Another general-purpose way to evaluate any LLM call is to measure how relevant the generated response is to the given query.
But instead of using an LLM to rate the relevancy on a scale, the [RAGAS: Automated Evaluation of Retrieval Augmented Generation](https://arxiv.org/abs/2309.15217)
paper suggests using an LLM to generate multiple questions that fit the generated answer and measure the cosine
similarity of the generated questions with the original one.

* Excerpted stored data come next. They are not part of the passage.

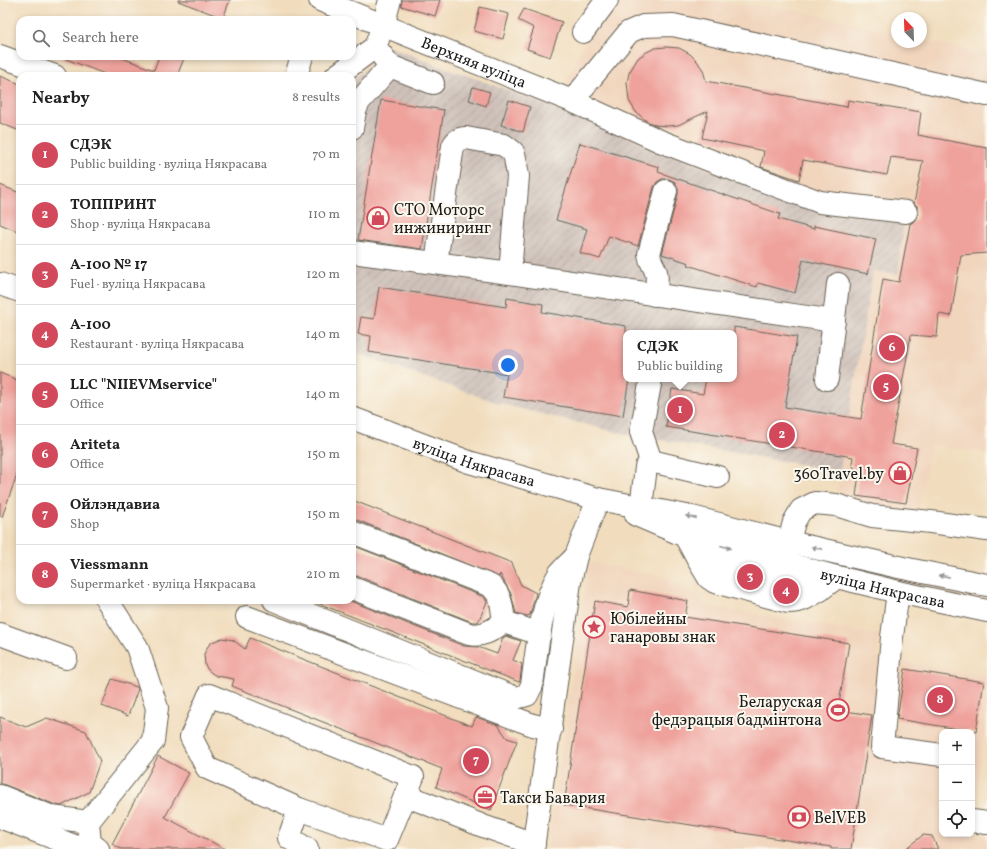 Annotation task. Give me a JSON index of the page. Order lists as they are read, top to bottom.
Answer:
{
  "streets": {
    "main road": ["Верхняя вуліца", "вуліца Някрасава"]
  },
  "places": {
    "shop": ["СТО Моторс инжиниринг", "360Travel.by"],
    "place": ["Юбілейны ганаровы знак"],
    "sports": ["Беларуская федэрацыя бадмінтона"],
    "office": ["Такси Бавария"],
    "bank": ["BelVEB"]
  },
  "north": "top left",
  "page": {
    "search": "Search here",
    "heading": ["Nearby", "8 results"],
    "list": [
      {
        "mark": "1",
        "name": "СДЭК",
        "note": "Public building · вуліца Някрасава",
        "value": "70 m"
      },
      {
        "mark": "2",
        "name": "ТОППРИНТ",
        "note": "Shop · вуліца Някрасава",
        "value": "110 m"
      },
      {
        "mark": "3",
        "name": "А-100 № 17",
        "note": "Fuel · вуліца Някрасава",
        "value": "120 m"
      },
      {
        "mark": "4",
        "name": "А-100",
        "note": "Restaurant · вуліца Някрасава",
        "value": "140 m"
      },
      {
        "mark": "5",
        "name": "LLC \"NIIEVMservice\"",
        "note": "Office",
        "value": "140 m"
      },
      {
        "mark": "6",
        "name": "Ariteta",
        "note": "Office",
        "value": "150 m"
      },
      {
        "mark": "7",
        "name": "Ойлэндавиа",
        "note": "Shop",
        "value": "150 m"
      },
      {
        "mark": "8",
        "name": "Viessmann",
        "note": "Supermarket · вуліца Някрасава",
        "value": "210 m"
      }
    ],
    "popup": ["СДЭК", "Public building"],
    "pins": [
      "6",
      "5",
      "1",
      "2",
      "3",
      "4",
      "8",
      "7"
    ],
    "map_buttons": ["+", "−"]
  }
}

Code: [here](https://github.com/parea-ai/parea-sdk-py/blob/main/parea/evals/general/answer_relevancy.py).

### Assessing Uncertainty of LLM Predictions (w/o perplexity)

Given that many API-based LLMs, such as GPT-4, don't give access to the log probabilities of the generated tokens, assessing
the certainty of LLM predictions via perplexity isn't possible.
The [SelfCheckGPT: Zero-Resource Black-Box Hallucination Detection for Generative Large Language Models](https://arxiv.org/abs/2303.08896) paper
suggests measuring the average factuality of every sentence in a generated response. They generate additional responses
from the LLM at a high temperature and check how much every sentence in the original answer is supported by the other generations.
The intuition behind this is that if the LLM knows a fact, it's more likely to sample it. The authors find that this
works well in detecting non-factual and factual sentences and ranking passages in terms of factuality.
The authors noted that correlation with human judgment doesn't increase after 4-6 additional
generations when using `gpt-3.5-turbo` to evaluate biography generations.

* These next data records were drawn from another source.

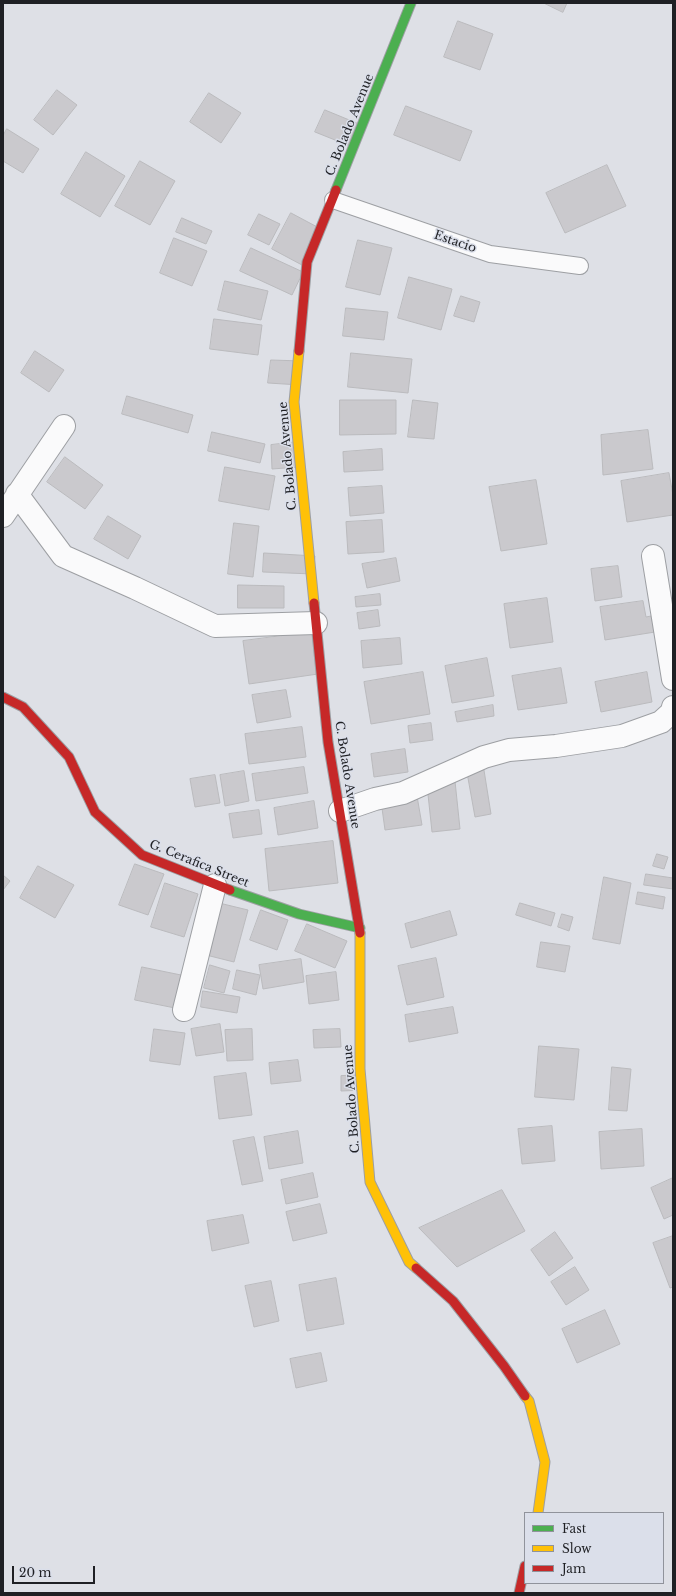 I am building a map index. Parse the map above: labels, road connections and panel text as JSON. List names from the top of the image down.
{
  "streets": {
    "street": ["C. Bolado Avenue", "G. Cerafica Street"],
    "lane": ["Estacio"]
  },
  "crossings": [
    ["C. Bolado Avenue", "Estacio"],
    ["C. Bolado Avenue", "G. Cerafica Street"]
  ],
  "legend": ["Fast", "Slow", "Jam"],
  "scale_bar": "20 m"
}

Code: [here](https://github.com/parea-ai/parea-sdk-py/blob/main/parea/evals/general/self_check.py).

### Cross-Examination for Hallucination Detection

The [LM vs LM: Detecting Factual Errors via Cross Examination](https://arxiv.org/abs/2305.13281) paper proposes using
another LLM to assess an LLM response's factuality. To do this, the examining LLM generates follow-up questions to the
original response until it can confidently determine the factuality of the response.
This method outperforms prompting techniques such as asking the original model, "Are you sure?" or instructing the
model to say, "I don't know," if it is uncertain.

Code: [here](https://github.com/parea-ai/parea-sdk-py/blob/main/parea/evals/general/lm_vs_lm.py).

## RAG Specific Evaluation Metrics

In its simplest form, a RAG application consists of retrieval and generation steps. The retrieval step fetches for context
given a specific query. The generation step answers the initial query after being supplied with the fetched context.

The following is a collection of evaluation metrics to evaluate the retrieval and generation steps in an RAG application.

### Relevance of Context to Query

For RAG to work well, the retrieved context should only consist of relevant information to the given query such that the
model doesn't need to "filter out" irrelevant information. The RAGAS paper suggests first using an LLM to extract any
sentence from the retrieved context relevant to the query. Then, calculate the ratio of relevant sentences to the
total number of sentences in the retrieved context.

Code: [here](https://github.com/parea-ai/parea-sdk-py/blob/main/parea/evals/rag/context_query_relevancy.py).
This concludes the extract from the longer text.